→ **YOUR OBJECTIVE**
The entries below are to be given back exactly, with images excluded.
━━━ SOURCE MATERIAL
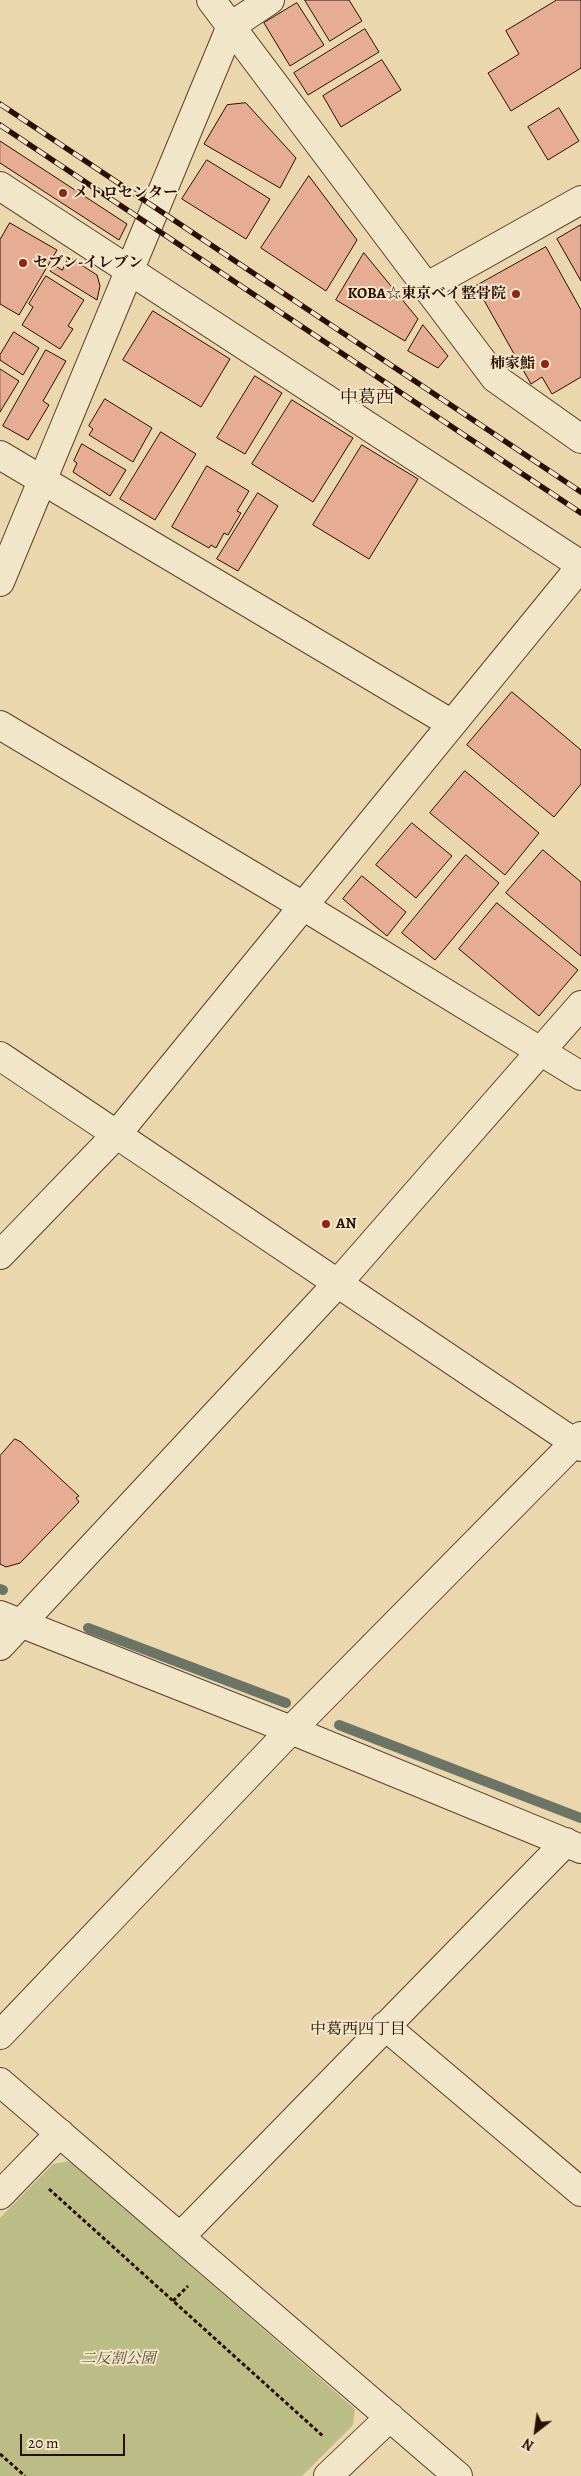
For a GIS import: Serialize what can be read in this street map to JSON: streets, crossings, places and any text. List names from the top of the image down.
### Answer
{
  "districts": ["中葛西", "中葛西四丁目"],
  "parks": ["二反割公園"],
  "places": [
    "メトロセンター",
    "セブン-イレブン",
    "KOBA☆東京ベイ整骨院",
    "柿家鮨",
    "AN"
  ],
  "scale_bar": "20 m",
  "north": "bottom left"
}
━━━━━━
→ **EXERCISE RESPONSE**
For a GIS import: Serialize what can be read in this street map to JSON: streets, crossings, places and any text. List names from the top of the image down.
### Answer
{
  "districts": ["中葛西", "中葛西四丁目"],
  "parks": ["二反割公園"],
  "places": [
    "メトロセンター",
    "セブン-イレブン",
    "KOBA☆東京ベイ整骨院",
    "柿家鮨",
    "AN"
  ],
  "scale_bar": "20 m",
  "north": "bottom left"
}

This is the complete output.